▸ WORK ORDER: Restate each entry shown beneath this instruction, keeping its wording intact.

▸ STORED DATA:
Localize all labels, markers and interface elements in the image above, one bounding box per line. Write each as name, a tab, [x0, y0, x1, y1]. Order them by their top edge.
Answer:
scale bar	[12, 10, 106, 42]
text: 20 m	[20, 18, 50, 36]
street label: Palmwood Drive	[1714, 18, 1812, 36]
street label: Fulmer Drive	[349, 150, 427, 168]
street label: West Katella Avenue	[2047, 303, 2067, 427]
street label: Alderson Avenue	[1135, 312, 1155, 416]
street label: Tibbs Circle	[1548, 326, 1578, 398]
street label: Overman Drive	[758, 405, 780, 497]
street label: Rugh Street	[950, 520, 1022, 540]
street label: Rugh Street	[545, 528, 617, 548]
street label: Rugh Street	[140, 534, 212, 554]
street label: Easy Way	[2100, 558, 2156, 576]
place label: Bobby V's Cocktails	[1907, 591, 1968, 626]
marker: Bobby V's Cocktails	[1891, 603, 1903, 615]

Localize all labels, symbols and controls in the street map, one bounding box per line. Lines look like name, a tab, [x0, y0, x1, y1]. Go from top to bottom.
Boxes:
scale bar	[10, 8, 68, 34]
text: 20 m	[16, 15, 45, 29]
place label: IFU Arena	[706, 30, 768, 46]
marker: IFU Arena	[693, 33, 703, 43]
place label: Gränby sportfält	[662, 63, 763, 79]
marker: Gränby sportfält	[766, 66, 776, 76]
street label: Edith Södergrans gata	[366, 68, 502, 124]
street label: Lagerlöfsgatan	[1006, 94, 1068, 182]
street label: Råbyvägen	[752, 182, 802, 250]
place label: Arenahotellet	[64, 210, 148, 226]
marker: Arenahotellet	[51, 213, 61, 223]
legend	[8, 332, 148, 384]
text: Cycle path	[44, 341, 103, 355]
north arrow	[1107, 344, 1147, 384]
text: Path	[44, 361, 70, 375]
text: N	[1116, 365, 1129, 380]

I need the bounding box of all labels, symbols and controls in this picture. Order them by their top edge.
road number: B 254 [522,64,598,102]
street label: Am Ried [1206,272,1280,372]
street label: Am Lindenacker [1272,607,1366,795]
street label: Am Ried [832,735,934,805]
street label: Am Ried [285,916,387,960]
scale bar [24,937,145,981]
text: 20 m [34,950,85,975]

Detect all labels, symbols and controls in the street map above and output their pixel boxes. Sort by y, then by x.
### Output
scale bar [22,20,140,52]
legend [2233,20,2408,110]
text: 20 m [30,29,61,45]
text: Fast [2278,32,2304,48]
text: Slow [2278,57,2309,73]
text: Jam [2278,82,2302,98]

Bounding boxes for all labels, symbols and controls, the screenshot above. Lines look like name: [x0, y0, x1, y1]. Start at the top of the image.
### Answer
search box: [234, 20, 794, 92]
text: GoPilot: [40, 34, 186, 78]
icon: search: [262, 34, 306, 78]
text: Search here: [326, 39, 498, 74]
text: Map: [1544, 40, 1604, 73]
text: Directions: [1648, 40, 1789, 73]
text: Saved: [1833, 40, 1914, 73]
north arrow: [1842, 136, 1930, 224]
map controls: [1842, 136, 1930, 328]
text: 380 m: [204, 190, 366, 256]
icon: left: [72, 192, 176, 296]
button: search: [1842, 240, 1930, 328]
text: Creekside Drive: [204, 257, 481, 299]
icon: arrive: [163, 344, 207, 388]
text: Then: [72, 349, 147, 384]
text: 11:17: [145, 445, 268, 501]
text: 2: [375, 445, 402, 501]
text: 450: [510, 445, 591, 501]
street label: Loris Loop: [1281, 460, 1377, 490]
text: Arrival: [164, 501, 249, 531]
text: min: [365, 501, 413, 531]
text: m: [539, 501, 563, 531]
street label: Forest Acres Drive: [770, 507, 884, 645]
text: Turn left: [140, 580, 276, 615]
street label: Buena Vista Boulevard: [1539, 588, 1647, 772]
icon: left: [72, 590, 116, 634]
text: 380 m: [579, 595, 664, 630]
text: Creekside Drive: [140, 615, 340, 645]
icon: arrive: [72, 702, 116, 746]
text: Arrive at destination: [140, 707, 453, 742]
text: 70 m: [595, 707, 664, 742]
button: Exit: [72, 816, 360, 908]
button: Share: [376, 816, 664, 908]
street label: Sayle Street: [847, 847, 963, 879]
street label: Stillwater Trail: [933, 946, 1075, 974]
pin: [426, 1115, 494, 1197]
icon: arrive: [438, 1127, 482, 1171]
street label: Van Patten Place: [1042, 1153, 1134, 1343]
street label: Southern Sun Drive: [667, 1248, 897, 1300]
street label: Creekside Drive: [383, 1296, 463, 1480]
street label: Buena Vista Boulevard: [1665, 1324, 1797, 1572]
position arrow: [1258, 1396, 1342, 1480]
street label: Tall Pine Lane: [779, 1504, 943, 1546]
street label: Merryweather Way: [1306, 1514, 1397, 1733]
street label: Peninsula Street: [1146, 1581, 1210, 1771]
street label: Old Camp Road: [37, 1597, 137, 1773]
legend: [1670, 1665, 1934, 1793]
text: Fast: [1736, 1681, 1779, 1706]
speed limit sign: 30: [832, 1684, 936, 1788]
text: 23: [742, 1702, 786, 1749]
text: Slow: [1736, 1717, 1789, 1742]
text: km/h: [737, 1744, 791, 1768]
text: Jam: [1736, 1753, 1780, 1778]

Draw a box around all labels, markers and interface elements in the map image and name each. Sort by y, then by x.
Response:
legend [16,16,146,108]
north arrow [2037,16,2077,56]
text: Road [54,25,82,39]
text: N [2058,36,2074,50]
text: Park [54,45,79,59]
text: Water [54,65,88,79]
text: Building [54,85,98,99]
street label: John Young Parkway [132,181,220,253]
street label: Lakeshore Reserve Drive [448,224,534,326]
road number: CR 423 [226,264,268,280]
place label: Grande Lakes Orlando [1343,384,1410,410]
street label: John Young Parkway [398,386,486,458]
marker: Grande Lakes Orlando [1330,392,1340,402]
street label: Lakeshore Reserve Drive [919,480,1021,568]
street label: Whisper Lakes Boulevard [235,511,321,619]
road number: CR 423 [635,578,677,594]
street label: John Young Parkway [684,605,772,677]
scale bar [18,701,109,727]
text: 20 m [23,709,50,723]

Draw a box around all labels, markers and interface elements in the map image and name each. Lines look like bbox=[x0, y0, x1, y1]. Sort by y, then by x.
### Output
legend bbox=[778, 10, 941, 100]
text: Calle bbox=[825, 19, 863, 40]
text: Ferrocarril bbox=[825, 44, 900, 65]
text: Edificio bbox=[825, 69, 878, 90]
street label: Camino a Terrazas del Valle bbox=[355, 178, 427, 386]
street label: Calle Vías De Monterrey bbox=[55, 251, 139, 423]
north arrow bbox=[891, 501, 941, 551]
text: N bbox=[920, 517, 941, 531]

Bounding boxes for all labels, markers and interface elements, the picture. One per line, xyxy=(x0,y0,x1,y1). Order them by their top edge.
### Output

▸ EXERCISE ANSWER:
Localize all labels, markers and interface elements in the image above, one bounding box per line. Write each as name, a tab, [x0, y0, x1, y1]. Order them by their top edge.
Answer:
scale bar	[12, 10, 106, 42]
text: 20 m	[20, 18, 50, 36]
street label: Palmwood Drive	[1714, 18, 1812, 36]
street label: Fulmer Drive	[349, 150, 427, 168]
street label: West Katella Avenue	[2047, 303, 2067, 427]
street label: Alderson Avenue	[1135, 312, 1155, 416]
street label: Tibbs Circle	[1548, 326, 1578, 398]
street label: Overman Drive	[758, 405, 780, 497]
street label: Rugh Street	[950, 520, 1022, 540]
street label: Rugh Street	[545, 528, 617, 548]
street label: Rugh Street	[140, 534, 212, 554]
street label: Easy Way	[2100, 558, 2156, 576]
place label: Bobby V's Cocktails	[1907, 591, 1968, 626]
marker: Bobby V's Cocktails	[1891, 603, 1903, 615]

Localize all labels, symbols and controls in the street map, one bounding box per line. Lines look like name, a tab, [x0, y0, x1, y1]. Go from top to bottom.
Boxes:
scale bar	[10, 8, 68, 34]
text: 20 m	[16, 15, 45, 29]
place label: IFU Arena	[706, 30, 768, 46]
marker: IFU Arena	[693, 33, 703, 43]
place label: Gränby sportfält	[662, 63, 763, 79]
marker: Gränby sportfält	[766, 66, 776, 76]
street label: Edith Södergrans gata	[366, 68, 502, 124]
street label: Lagerlöfsgatan	[1006, 94, 1068, 182]
street label: Råbyvägen	[752, 182, 802, 250]
place label: Arenahotellet	[64, 210, 148, 226]
marker: Arenahotellet	[51, 213, 61, 223]
legend	[8, 332, 148, 384]
text: Cycle path	[44, 341, 103, 355]
north arrow	[1107, 344, 1147, 384]
text: Path	[44, 361, 70, 375]
text: N	[1116, 365, 1129, 380]

I need the bounding box of all labels, symbols and controls in this picture. Order them by their top edge.
road number: B 254 [522,64,598,102]
street label: Am Ried [1206,272,1280,372]
street label: Am Lindenacker [1272,607,1366,795]
street label: Am Ried [832,735,934,805]
street label: Am Ried [285,916,387,960]
scale bar [24,937,145,981]
text: 20 m [34,950,85,975]

Detect all labels, symbols and controls in the street map above and output their pixel boxes. Sort by y, then by x.
### Output
scale bar [22,20,140,52]
legend [2233,20,2408,110]
text: 20 m [30,29,61,45]
text: Fast [2278,32,2304,48]
text: Slow [2278,57,2309,73]
text: Jam [2278,82,2302,98]

Bounding boxes for all labels, symbols and controls, the screenshot above. Lines look like name: [x0, y0, x1, y1]. Start at the top of the image.
### Answer
search box: [234, 20, 794, 92]
text: GoPilot: [40, 34, 186, 78]
icon: search: [262, 34, 306, 78]
text: Search here: [326, 39, 498, 74]
text: Map: [1544, 40, 1604, 73]
text: Directions: [1648, 40, 1789, 73]
text: Saved: [1833, 40, 1914, 73]
north arrow: [1842, 136, 1930, 224]
map controls: [1842, 136, 1930, 328]
text: 380 m: [204, 190, 366, 256]
icon: left: [72, 192, 176, 296]
button: search: [1842, 240, 1930, 328]
text: Creekside Drive: [204, 257, 481, 299]
icon: arrive: [163, 344, 207, 388]
text: Then: [72, 349, 147, 384]
text: 11:17: [145, 445, 268, 501]
text: 2: [375, 445, 402, 501]
text: 450: [510, 445, 591, 501]
street label: Loris Loop: [1281, 460, 1377, 490]
text: Arrival: [164, 501, 249, 531]
text: min: [365, 501, 413, 531]
text: m: [539, 501, 563, 531]
street label: Forest Acres Drive: [770, 507, 884, 645]
text: Turn left: [140, 580, 276, 615]
street label: Buena Vista Boulevard: [1539, 588, 1647, 772]
icon: left: [72, 590, 116, 634]
text: 380 m: [579, 595, 664, 630]
text: Creekside Drive: [140, 615, 340, 645]
icon: arrive: [72, 702, 116, 746]
text: Arrive at destination: [140, 707, 453, 742]
text: 70 m: [595, 707, 664, 742]
button: Exit: [72, 816, 360, 908]
button: Share: [376, 816, 664, 908]
street label: Sayle Street: [847, 847, 963, 879]
street label: Stillwater Trail: [933, 946, 1075, 974]
pin: [426, 1115, 494, 1197]
icon: arrive: [438, 1127, 482, 1171]
street label: Van Patten Place: [1042, 1153, 1134, 1343]
street label: Southern Sun Drive: [667, 1248, 897, 1300]
street label: Creekside Drive: [383, 1296, 463, 1480]
street label: Buena Vista Boulevard: [1665, 1324, 1797, 1572]
position arrow: [1258, 1396, 1342, 1480]
street label: Tall Pine Lane: [779, 1504, 943, 1546]
street label: Merryweather Way: [1306, 1514, 1397, 1733]
street label: Peninsula Street: [1146, 1581, 1210, 1771]
street label: Old Camp Road: [37, 1597, 137, 1773]
legend: [1670, 1665, 1934, 1793]
text: Fast: [1736, 1681, 1779, 1706]
speed limit sign: 30: [832, 1684, 936, 1788]
text: 23: [742, 1702, 786, 1749]
text: Slow: [1736, 1717, 1789, 1742]
text: km/h: [737, 1744, 791, 1768]
text: Jam: [1736, 1753, 1780, 1778]

Draw a box around all labels, markers and interface elements in the map image and name each. Sort by y, then by x.
Response:
legend [16,16,146,108]
north arrow [2037,16,2077,56]
text: Road [54,25,82,39]
text: N [2058,36,2074,50]
text: Park [54,45,79,59]
text: Water [54,65,88,79]
text: Building [54,85,98,99]
street label: John Young Parkway [132,181,220,253]
street label: Lakeshore Reserve Drive [448,224,534,326]
road number: CR 423 [226,264,268,280]
place label: Grande Lakes Orlando [1343,384,1410,410]
street label: John Young Parkway [398,386,486,458]
marker: Grande Lakes Orlando [1330,392,1340,402]
street label: Lakeshore Reserve Drive [919,480,1021,568]
street label: Whisper Lakes Boulevard [235,511,321,619]
road number: CR 423 [635,578,677,594]
street label: John Young Parkway [684,605,772,677]
scale bar [18,701,109,727]
text: 20 m [23,709,50,723]

Draw a box around all labels, markers and interface elements in the map image and name each. Lines look like bbox=[x0, y0, x1, y1]. Sort by y, then by x.
### Output
legend bbox=[778, 10, 941, 100]
text: Calle bbox=[825, 19, 863, 40]
text: Ferrocarril bbox=[825, 44, 900, 65]
text: Edificio bbox=[825, 69, 878, 90]
street label: Camino a Terrazas del Valle bbox=[355, 178, 427, 386]
street label: Calle Vías De Monterrey bbox=[55, 251, 139, 423]
north arrow bbox=[891, 501, 941, 551]
text: N bbox=[920, 517, 941, 531]

Bounding boxes for all labels, markers and interface elements, the picture. One per line, xyxy=(x0,y0,x1,y1). Order them by their top edge.
### Output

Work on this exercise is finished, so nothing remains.